[Dataset records]

════════════════

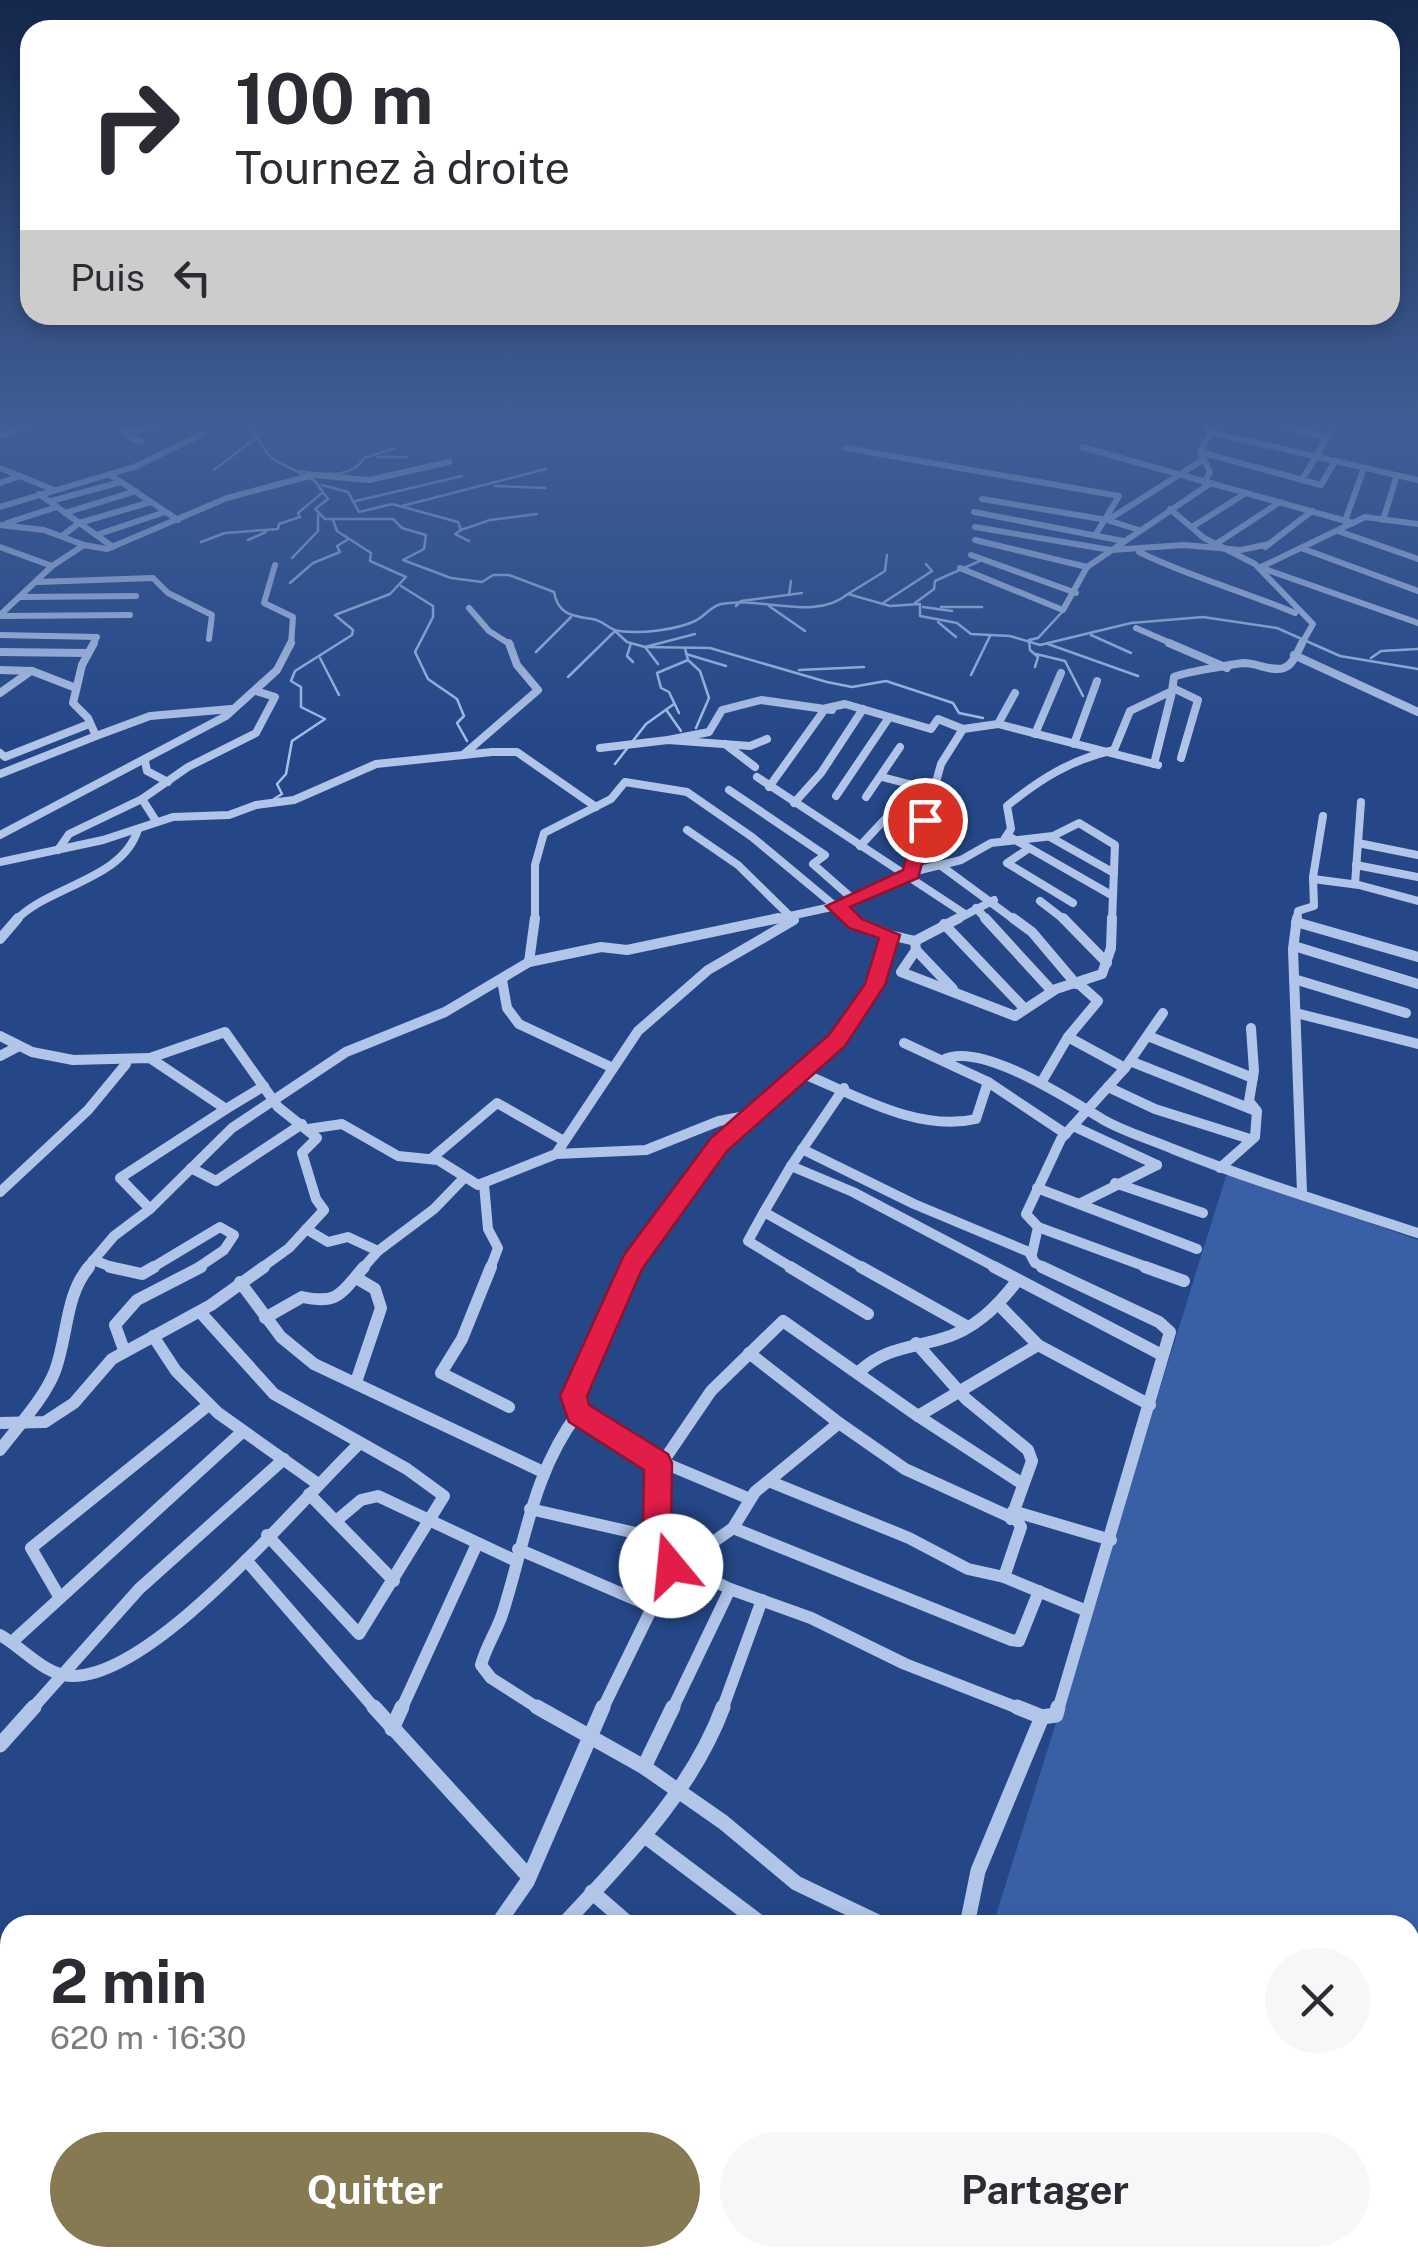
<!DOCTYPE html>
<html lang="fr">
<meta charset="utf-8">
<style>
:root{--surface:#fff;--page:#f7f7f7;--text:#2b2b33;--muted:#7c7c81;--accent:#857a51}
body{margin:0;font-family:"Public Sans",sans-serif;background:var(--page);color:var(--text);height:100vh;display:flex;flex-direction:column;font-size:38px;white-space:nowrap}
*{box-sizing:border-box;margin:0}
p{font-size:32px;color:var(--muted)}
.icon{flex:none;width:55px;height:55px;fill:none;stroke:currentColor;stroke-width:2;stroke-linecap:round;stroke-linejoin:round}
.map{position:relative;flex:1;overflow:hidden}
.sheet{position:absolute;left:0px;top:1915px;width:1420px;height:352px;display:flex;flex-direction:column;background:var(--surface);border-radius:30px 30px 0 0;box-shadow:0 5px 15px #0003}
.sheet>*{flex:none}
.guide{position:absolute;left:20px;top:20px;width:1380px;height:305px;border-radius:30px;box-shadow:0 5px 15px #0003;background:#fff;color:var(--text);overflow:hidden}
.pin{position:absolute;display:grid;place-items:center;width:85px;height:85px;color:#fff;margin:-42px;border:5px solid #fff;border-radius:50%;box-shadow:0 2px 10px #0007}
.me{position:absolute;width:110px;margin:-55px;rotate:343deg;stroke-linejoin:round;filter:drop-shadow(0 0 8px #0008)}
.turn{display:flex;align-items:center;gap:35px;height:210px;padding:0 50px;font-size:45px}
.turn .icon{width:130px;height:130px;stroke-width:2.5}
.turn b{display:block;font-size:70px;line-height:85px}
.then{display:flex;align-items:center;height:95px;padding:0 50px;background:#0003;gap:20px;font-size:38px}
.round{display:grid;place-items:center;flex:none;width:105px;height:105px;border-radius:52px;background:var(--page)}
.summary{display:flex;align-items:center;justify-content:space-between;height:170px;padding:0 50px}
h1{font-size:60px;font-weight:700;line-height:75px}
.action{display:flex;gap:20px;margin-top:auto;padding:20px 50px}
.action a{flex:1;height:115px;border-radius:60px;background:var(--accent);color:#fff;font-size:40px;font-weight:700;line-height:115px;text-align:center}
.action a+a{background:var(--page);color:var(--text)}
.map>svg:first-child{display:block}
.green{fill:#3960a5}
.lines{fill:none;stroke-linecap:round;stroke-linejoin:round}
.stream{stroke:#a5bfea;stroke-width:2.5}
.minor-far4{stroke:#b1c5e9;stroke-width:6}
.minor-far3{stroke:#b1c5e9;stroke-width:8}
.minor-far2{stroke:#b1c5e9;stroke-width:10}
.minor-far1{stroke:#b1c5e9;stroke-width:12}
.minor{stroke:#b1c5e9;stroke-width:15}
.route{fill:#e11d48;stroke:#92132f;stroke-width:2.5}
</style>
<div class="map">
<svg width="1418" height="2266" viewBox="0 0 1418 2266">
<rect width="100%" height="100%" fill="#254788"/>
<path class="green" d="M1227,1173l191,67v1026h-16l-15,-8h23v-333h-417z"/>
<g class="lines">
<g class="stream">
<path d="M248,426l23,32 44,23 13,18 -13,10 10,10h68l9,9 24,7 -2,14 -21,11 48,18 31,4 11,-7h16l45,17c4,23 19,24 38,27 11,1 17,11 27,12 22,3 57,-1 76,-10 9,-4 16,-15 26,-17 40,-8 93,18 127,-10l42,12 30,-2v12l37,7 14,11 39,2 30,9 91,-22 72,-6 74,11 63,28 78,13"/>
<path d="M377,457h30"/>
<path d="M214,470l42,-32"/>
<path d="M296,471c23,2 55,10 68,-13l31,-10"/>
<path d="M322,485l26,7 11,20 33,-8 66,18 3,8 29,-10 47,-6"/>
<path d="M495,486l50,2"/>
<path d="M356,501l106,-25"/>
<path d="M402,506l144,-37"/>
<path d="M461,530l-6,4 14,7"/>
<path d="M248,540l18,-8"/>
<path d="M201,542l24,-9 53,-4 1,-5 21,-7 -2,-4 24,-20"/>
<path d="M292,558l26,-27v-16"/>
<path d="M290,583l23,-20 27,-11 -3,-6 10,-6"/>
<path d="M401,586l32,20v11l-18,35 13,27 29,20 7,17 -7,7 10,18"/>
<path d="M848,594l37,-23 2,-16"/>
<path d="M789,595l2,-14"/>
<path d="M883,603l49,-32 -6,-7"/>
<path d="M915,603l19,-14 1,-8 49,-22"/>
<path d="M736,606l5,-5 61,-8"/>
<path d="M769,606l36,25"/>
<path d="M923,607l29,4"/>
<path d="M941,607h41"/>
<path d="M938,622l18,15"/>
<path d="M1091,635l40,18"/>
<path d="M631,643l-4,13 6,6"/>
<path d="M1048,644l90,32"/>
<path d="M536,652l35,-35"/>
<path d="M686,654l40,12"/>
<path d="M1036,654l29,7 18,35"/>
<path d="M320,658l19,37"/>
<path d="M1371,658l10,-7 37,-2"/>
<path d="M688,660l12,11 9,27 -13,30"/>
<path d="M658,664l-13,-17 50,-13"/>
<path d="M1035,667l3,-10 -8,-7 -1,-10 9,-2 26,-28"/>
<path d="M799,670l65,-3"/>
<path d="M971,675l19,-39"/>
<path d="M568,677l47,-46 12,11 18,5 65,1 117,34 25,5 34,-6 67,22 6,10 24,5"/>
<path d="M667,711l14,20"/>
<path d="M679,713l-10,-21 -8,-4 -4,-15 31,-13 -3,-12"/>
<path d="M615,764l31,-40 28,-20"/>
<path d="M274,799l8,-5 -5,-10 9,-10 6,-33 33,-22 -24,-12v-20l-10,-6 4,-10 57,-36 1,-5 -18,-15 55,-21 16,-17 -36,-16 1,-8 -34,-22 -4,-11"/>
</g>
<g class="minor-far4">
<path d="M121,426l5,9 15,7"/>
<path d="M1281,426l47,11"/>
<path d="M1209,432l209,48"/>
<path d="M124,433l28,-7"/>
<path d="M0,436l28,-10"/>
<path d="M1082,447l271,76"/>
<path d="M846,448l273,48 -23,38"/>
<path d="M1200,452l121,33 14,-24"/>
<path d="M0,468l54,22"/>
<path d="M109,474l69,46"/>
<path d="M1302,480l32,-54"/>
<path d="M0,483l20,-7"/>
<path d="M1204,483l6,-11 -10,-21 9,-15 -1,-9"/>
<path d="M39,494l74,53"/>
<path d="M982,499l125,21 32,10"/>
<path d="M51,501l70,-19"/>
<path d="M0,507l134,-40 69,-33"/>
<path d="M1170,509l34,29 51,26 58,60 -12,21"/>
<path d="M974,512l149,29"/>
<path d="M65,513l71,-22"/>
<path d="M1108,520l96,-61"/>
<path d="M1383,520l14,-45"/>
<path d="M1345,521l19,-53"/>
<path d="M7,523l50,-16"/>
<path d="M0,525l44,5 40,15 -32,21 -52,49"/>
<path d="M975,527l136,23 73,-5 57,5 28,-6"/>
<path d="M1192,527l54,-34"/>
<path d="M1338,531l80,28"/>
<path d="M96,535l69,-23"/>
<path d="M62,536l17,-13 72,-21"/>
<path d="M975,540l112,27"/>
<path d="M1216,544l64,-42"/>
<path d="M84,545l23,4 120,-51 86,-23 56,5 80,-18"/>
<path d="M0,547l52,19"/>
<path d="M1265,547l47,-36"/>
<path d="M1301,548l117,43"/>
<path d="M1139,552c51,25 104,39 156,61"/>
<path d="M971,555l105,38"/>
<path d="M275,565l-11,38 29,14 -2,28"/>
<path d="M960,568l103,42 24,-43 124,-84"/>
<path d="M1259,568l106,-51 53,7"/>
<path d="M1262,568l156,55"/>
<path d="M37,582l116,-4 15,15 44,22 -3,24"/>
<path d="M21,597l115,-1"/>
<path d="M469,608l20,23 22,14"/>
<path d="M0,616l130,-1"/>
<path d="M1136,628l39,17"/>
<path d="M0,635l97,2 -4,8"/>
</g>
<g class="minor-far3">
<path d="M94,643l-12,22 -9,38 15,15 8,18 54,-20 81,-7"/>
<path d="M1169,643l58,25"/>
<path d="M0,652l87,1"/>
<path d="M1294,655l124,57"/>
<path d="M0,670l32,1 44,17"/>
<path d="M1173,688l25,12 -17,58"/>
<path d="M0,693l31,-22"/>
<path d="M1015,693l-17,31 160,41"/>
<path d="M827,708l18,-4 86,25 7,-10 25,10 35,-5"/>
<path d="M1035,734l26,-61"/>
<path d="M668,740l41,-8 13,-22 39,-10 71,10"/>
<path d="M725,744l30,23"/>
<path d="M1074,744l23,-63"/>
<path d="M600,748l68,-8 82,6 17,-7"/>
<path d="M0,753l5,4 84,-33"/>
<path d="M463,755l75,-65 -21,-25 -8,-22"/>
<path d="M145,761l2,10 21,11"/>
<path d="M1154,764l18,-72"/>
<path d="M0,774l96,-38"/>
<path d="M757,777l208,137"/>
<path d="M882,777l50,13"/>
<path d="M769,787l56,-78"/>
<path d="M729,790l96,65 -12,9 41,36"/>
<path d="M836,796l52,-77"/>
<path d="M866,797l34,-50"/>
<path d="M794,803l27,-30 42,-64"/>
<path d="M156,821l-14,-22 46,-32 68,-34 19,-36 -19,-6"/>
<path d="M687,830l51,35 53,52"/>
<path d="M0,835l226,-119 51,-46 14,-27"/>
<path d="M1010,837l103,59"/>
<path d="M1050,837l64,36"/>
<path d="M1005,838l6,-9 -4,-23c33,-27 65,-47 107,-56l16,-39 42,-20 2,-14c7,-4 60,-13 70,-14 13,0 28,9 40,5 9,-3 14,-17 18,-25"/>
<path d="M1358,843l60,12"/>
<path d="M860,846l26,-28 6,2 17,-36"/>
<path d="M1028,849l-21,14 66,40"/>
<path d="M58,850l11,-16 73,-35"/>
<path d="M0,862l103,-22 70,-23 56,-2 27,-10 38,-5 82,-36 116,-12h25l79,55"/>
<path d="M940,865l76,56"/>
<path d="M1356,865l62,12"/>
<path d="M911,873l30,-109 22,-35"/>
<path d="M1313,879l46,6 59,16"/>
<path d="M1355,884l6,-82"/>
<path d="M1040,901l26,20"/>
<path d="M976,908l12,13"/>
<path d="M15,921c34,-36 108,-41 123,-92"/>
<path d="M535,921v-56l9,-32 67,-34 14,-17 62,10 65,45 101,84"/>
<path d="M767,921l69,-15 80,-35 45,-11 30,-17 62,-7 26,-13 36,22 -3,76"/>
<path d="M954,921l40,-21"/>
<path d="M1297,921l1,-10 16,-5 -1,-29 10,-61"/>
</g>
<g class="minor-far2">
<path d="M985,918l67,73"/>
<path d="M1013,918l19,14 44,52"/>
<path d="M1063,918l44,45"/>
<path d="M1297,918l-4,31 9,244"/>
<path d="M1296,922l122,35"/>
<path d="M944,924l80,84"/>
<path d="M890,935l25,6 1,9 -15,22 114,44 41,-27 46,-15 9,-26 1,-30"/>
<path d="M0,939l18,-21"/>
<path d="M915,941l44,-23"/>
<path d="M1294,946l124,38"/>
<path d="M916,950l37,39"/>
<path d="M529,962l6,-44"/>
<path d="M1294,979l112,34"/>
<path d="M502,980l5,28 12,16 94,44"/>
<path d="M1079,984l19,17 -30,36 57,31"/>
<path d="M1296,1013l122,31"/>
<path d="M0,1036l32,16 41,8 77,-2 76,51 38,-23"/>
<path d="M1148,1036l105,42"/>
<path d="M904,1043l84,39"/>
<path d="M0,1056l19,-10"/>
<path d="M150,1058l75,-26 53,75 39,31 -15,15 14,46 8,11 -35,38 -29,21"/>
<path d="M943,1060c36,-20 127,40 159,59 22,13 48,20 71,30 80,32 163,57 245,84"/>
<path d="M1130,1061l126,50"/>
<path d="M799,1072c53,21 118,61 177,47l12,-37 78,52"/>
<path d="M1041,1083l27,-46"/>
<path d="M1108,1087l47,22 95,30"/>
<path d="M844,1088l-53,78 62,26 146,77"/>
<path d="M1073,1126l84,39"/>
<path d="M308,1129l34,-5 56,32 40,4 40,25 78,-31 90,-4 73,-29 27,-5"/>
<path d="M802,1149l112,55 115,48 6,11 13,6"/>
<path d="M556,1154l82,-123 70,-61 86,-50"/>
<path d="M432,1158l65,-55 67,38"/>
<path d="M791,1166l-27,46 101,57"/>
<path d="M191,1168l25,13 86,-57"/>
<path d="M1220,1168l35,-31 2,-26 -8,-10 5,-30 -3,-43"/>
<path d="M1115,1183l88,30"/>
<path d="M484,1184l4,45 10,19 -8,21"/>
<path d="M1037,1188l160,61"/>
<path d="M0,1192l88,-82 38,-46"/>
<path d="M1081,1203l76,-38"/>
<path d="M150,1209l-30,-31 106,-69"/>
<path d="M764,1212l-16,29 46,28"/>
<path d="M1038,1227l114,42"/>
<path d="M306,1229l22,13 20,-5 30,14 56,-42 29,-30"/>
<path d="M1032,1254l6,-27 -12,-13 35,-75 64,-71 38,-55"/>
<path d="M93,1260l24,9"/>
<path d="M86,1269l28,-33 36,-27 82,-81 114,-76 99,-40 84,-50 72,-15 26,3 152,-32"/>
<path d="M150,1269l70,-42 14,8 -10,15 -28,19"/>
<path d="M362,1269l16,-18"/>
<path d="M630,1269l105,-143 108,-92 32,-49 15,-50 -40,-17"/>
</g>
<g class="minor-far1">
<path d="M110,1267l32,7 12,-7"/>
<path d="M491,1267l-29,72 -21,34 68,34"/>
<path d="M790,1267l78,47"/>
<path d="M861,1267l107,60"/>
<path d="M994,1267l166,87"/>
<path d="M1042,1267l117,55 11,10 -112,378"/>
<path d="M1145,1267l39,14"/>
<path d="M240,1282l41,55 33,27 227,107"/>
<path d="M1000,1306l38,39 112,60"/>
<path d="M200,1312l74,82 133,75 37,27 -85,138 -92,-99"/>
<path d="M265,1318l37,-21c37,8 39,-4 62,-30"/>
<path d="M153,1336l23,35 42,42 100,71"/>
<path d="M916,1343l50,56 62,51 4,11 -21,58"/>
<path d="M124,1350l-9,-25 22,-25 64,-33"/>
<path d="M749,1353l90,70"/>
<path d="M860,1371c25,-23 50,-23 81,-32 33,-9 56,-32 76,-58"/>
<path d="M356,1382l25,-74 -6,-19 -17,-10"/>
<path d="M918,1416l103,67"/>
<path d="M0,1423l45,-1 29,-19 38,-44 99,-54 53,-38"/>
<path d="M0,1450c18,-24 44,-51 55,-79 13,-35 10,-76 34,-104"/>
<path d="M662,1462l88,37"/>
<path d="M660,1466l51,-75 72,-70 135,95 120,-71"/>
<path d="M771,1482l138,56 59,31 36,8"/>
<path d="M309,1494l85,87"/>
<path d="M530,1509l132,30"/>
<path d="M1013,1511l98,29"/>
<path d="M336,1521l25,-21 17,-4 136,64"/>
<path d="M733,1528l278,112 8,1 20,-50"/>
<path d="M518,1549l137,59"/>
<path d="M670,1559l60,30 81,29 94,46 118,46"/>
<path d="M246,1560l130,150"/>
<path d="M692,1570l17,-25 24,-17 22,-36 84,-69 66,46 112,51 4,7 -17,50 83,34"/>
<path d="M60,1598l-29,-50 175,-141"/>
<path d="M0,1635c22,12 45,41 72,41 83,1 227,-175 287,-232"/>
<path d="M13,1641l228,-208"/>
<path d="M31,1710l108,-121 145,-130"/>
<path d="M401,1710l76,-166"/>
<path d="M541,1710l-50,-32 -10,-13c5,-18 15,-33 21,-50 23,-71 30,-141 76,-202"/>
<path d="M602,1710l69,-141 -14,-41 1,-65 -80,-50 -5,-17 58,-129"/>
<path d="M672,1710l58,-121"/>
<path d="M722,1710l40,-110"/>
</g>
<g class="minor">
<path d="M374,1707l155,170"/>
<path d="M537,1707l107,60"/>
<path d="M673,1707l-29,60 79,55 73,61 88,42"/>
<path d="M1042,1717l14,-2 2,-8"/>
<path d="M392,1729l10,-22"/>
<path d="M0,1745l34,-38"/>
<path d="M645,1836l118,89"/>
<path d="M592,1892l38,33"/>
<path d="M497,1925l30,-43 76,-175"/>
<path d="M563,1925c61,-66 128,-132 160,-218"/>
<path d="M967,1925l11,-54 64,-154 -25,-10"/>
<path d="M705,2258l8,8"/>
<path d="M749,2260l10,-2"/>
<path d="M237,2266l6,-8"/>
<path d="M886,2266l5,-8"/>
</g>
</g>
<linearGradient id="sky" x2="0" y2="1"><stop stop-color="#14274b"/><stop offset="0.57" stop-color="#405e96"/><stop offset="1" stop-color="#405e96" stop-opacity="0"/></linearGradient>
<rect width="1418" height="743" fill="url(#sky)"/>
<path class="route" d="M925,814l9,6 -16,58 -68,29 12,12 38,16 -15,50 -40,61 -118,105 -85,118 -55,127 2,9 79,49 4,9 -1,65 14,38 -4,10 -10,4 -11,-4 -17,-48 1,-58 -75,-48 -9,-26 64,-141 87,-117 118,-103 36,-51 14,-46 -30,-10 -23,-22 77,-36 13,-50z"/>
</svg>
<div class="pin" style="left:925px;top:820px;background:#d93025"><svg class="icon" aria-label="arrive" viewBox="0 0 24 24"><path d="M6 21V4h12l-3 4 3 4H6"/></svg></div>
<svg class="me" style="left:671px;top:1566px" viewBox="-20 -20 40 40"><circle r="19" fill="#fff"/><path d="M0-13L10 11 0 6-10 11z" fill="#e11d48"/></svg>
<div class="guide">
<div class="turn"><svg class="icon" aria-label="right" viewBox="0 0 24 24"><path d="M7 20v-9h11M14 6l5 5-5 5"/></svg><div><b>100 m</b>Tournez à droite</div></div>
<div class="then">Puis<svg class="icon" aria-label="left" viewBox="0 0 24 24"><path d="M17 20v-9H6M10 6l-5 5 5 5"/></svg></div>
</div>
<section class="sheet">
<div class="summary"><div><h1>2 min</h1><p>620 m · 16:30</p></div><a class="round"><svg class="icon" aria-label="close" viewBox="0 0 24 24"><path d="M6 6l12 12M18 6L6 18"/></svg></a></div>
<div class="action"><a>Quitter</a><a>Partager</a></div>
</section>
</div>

════════════════

▸ **Action item**
All lines that contain the word "hidden" must be copied from the records above.

▸ **Output for this task**
.map{position:relative;flex:1;overflow:hidden}
.guide{position:absolute;left:20px;top:20px;width:1380px;height:305px;border-radius:30px;box-shadow:0 5px 15px #0003;background:#fff;color:var(--text);overflow:hidden}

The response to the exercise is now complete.